◆ The task ◆
Below are the records; copy out every line that holds the word "linecap".

◆ Data excerpts ◆
◆ ◆ ◆ ◆

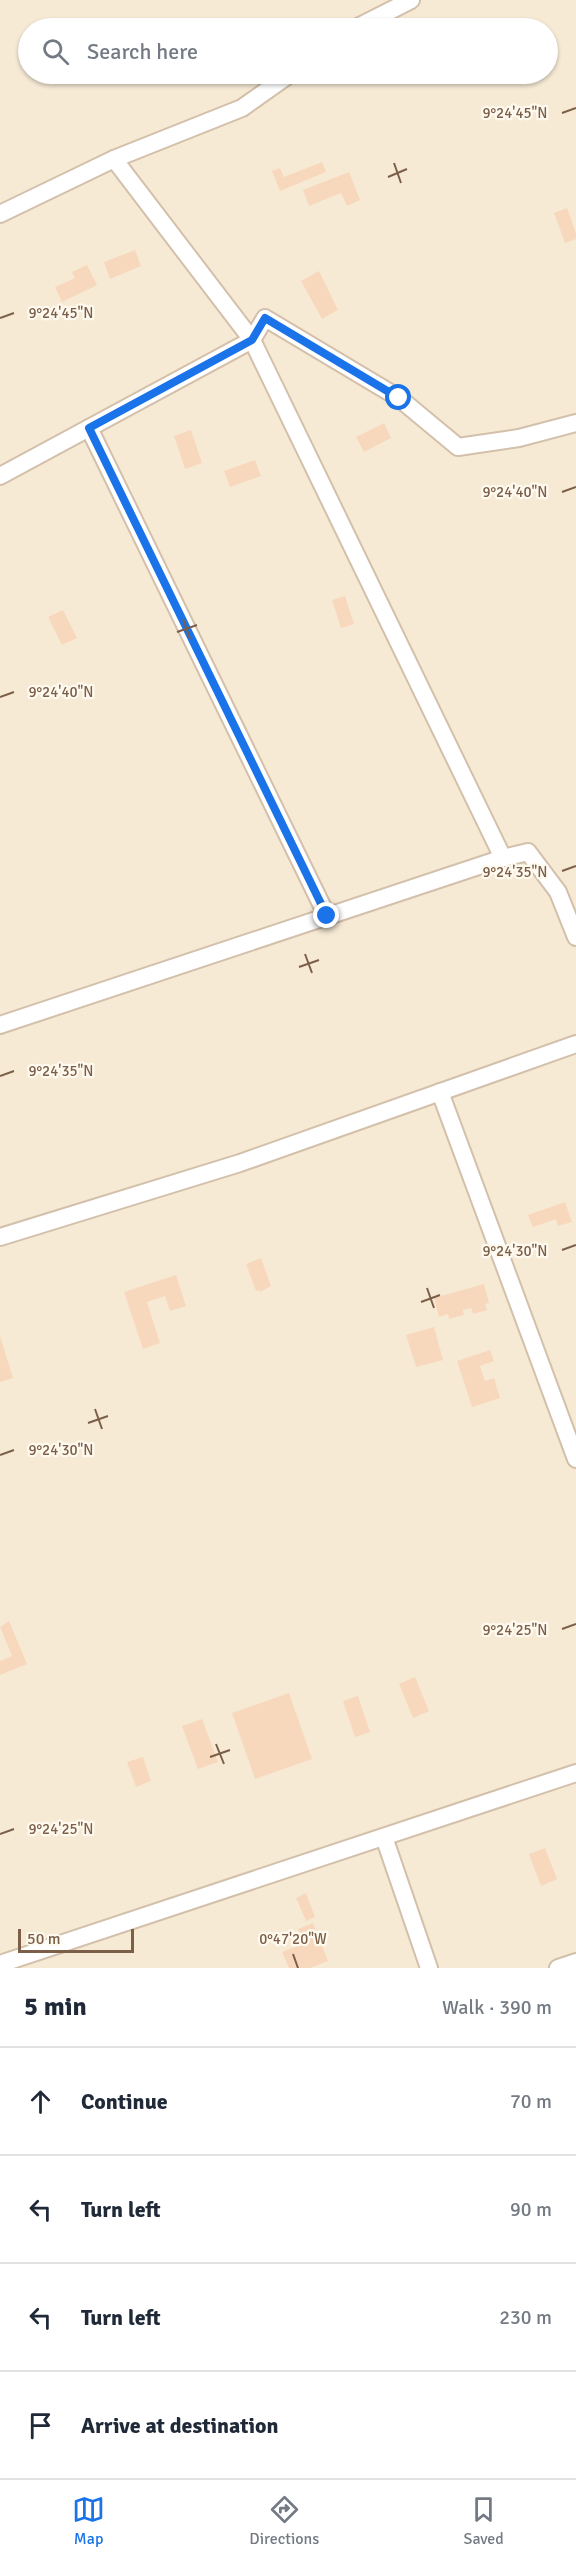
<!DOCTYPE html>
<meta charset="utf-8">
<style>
body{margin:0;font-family:Signika,sans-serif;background:#f6f6f7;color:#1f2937}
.scale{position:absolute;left:18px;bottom:15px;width:116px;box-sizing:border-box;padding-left:6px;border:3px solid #7c5f48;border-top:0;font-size:16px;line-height:21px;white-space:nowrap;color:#7c5f48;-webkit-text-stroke:4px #fffaf0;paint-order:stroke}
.stop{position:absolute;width:18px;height:18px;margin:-14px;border:4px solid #1a73e8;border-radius:50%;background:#fff}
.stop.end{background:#1a73e8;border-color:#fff;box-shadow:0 2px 6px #0008}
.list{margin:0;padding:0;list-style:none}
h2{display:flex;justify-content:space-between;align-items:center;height:78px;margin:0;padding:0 24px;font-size:26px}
h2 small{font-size:20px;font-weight:400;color:#747a83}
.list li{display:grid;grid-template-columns:39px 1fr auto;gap:18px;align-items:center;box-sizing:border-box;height:108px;padding:0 24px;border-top:2px solid #e0e1e3}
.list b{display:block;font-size:22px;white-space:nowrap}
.list em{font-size:20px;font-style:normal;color:#747a83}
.icon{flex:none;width:33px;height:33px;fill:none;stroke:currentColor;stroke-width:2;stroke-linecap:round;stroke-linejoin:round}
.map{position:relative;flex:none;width:576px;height:1968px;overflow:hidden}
.search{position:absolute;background:#fff;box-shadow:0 2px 4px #0004;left:18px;right:18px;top:18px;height:66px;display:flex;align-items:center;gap:15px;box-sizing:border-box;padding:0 21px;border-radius:33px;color:#747a83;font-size:22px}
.sheet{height:510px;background:#fff}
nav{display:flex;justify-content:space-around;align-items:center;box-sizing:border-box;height:84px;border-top:2px solid #e0e1e3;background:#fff;font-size:16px;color:#747a83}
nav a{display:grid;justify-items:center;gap:3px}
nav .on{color:#1a73e8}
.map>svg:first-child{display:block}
.residential{fill:#f7ead5;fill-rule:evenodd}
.building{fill:#f7d8bc}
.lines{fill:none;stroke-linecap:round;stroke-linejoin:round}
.street-casing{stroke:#d3c0ab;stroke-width:20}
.street{stroke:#fff;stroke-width:16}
.route{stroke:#1a73e8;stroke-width:8}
.ticks{fill:none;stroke:#7c5f48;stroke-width:2}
.ticks-label{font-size:15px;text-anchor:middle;fill:#7c5f48;stroke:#fffaf0;stroke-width:4.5;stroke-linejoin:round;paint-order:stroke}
</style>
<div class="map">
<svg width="576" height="1968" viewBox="0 0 576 1968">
<rect width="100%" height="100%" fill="#fef7e7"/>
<path class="residential" d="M0,0H576V1968H0ZM28,28H548V74H28Z"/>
<g class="building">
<path d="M322,162L326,172L280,191L272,171L280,168L284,177Z"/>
<path d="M349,172L360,200L347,206L341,193L309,206L303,190Z"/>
<path d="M567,208L576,233V239L565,243L554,213Z"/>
<path d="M135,250L141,266L110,279L104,262Z"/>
<path d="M87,265L97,285L62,302L55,287L75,278L72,272Z"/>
<path d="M319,271L338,310L322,319L301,281Z"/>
<path d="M384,423L391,438L364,452L356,437Z"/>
<path d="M191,430L202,463L185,469L174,436Z"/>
<path d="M255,460L261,476L230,487L224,471Z"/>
<path d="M345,596L354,624L341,628L332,600Z"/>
<path d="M63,610L77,638L62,645L48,617Z"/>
<path d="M565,1202L572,1222L558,1226L556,1219L533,1227L528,1215Z"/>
<path d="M261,1258L271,1286L260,1292L259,1290L256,1291L246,1264Z"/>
<path d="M176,1275L186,1306L170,1311L165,1296L147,1302L160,1343L143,1349L124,1292Z"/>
<path d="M484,1284L489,1303L485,1304L487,1310L473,1314L471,1308L463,1310L464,1315L449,1319L448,1314L439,1317L434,1298Z"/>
<path d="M434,1327L443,1360L416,1367L406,1335Z"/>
<path d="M0,1336L13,1378L0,1382Z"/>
<path d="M490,1350L494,1361L480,1366L485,1381L494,1378L500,1398L472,1407L457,1361Z"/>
<path d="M9,1621L27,1664L0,1675V1661L12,1656L0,1627Z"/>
<path d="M415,1677L429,1711L413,1718L399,1684Z"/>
<path d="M289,1693L312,1759L255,1779L232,1713Z"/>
<path d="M358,1696L370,1732L355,1737L343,1701Z"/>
<path d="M202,1719L218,1762L198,1769L182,1726Z"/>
<path d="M143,1757L151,1781L136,1787L127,1762Z"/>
<path d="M545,1848L557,1879L541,1886L529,1854Z"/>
<path d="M306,1893L315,1917L306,1921L296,1898Z"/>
<path d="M313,1923L328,1961L310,1968H289L282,1952L304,1943L298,1929Z"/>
</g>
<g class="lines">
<g class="street-casing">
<g id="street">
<path d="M356,28L411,0"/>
<path d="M114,159L252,340L503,858"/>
<path d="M0,214L114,159L242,108L290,74"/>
<path d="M89,428L327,916"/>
<path d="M0,476L252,340L265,318L399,398L458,447L519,438L576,423"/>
<path d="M0,1025L503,858L528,852L558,892L576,937"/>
<path d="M440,1092L576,1459"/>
<path d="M0,1237L240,1163L576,1044"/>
<path d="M384,1837L429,1968"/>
<path d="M0,1964L576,1773"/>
<path d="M558,1968L576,1962"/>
</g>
</g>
<use href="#street" class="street"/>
</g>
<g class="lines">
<path class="route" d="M327,916L89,428L252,340L265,318L399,398"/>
</g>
<path class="ticks" d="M562,113L576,108M394,163L401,183M388,177L407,169M0,318L14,313M562,492L576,487M183,619L190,639M177,632L197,625M0,697L14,692M562,871L576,866M305,954L312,973M299,967L319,960M0,1076L14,1071M562,1250L576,1245M427,1288L434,1308M421,1302L440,1295M95,1409L102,1429M88,1423L108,1416M0,1455L14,1450M562,1629L576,1624M216,1744L224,1764M210,1757L230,1750M0,1834L14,1829M293,1954L298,1968"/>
<g class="ticks-label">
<text x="515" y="118">9°24'45"N</text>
<text x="61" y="318">9°24'45"N</text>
<text x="515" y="497">9°24'40"N</text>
<text x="61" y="697">9°24'40"N</text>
<text x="515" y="877">9°24'35"N</text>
<text x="61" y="1076">9°24'35"N</text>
<text x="515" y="1256">9°24'30"N</text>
<text x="61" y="1455">9°24'30"N</text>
<text x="515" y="1635">9°24'25"N</text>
<text x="61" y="1834">9°24'25"N</text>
<text x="293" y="1944">0°47'20"W</text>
</g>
</svg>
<div class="scale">50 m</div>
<div class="stop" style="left:399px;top:398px"></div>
<div class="stop end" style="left:327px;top:916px"></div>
<div class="search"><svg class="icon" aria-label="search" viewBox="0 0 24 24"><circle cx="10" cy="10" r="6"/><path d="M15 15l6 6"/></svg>Search here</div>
</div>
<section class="sheet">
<h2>5 min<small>Walk · 390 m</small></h2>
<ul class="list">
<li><svg class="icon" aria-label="ahead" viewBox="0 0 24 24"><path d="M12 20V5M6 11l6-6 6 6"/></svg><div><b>Continue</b></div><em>70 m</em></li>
<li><svg class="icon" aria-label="left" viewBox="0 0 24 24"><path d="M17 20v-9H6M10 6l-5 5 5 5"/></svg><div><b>Turn left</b></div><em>90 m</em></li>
<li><svg class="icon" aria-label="left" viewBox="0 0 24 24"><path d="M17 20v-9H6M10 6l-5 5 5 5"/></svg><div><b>Turn left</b></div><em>230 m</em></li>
<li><svg class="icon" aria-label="arrive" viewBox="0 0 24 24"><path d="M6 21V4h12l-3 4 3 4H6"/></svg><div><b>Arrive at destination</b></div></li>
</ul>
</section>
<nav>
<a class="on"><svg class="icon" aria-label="map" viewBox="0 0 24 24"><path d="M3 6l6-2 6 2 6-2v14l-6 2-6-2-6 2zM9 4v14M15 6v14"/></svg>Map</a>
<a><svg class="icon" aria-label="directions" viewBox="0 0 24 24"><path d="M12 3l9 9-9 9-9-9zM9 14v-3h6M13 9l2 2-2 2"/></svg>Directions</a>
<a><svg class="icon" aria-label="saved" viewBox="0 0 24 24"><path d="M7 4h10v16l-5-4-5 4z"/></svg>Saved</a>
</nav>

◆ ◆ ◆ ◆

◆ Written reply ◆
.icon{flex:none;width:33px;height:33px;fill:none;stroke:currentColor;stroke-width:2;stroke-linecap:round;stroke-linejoin:round}
.lines{fill:none;stroke-linecap:round;stroke-linejoin:round}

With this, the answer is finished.